### DATA RECORDS:
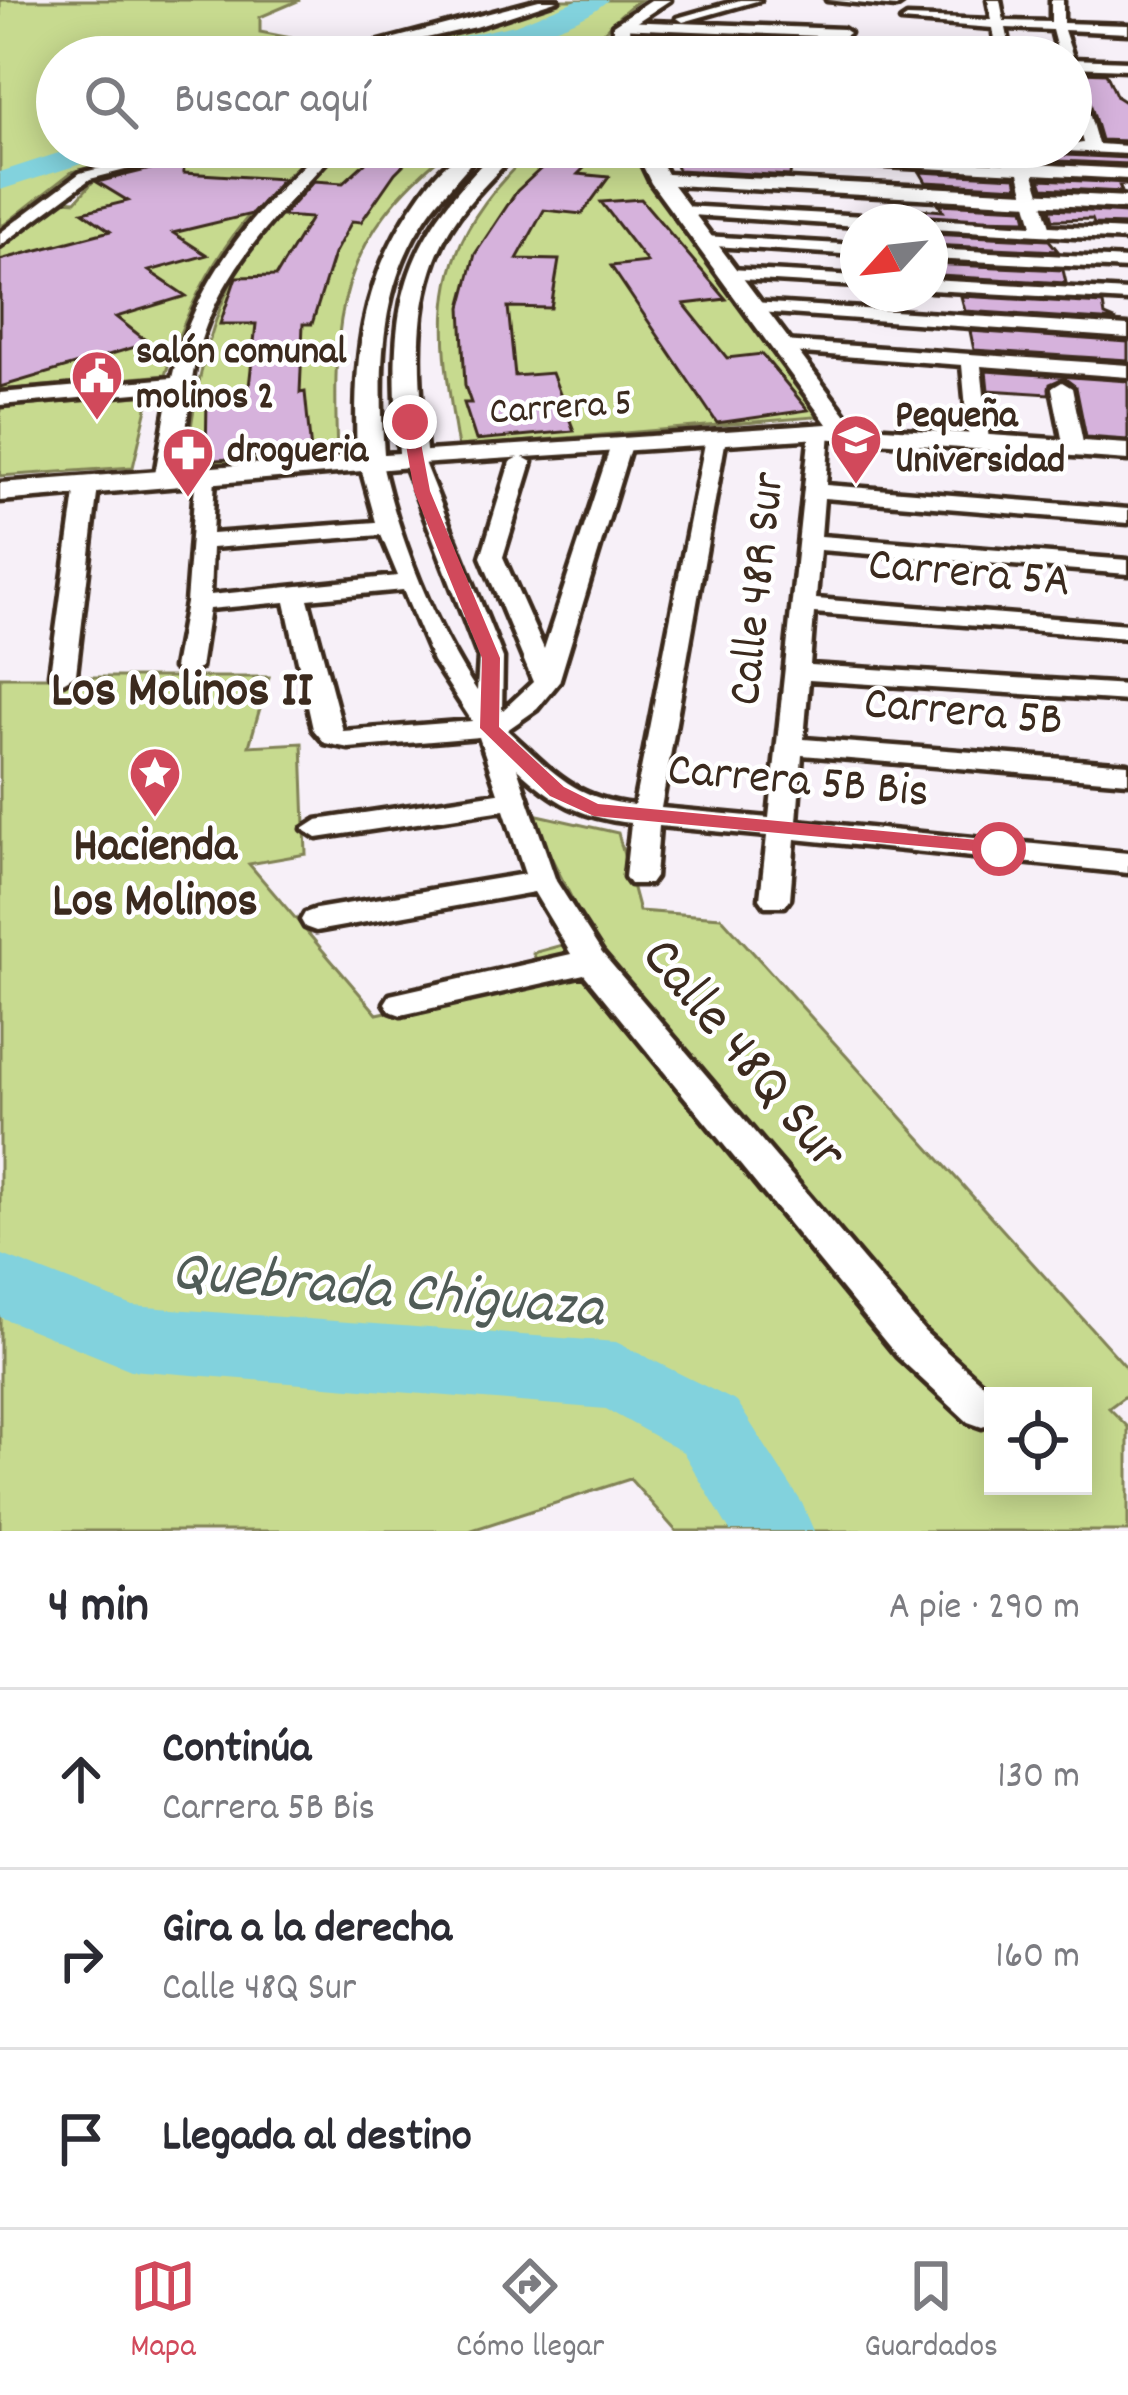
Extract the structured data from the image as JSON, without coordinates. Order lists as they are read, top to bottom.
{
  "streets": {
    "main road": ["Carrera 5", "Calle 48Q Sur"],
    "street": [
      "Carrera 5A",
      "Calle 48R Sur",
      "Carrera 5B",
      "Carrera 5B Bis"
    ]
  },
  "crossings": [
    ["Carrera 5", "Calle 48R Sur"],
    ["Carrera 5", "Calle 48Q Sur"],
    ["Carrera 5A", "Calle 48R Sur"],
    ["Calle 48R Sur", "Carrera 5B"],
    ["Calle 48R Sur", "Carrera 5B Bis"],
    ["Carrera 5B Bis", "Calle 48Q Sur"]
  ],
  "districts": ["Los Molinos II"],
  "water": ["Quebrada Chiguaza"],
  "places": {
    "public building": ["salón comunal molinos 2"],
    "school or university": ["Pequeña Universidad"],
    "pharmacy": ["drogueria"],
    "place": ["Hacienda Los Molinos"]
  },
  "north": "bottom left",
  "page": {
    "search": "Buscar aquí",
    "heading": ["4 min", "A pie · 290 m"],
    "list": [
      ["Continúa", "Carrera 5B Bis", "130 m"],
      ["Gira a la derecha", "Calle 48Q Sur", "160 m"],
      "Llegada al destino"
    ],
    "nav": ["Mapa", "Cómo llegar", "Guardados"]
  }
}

### PROBLEM DETAILS:
The answer must be every line of the records that holds the string "bottom".

### SOLUTION TO THIS TASK:
Extract the structured data from the image as JSON, without coordinates. Order lists as they are read, top to bottom.
  "north": "bottom left",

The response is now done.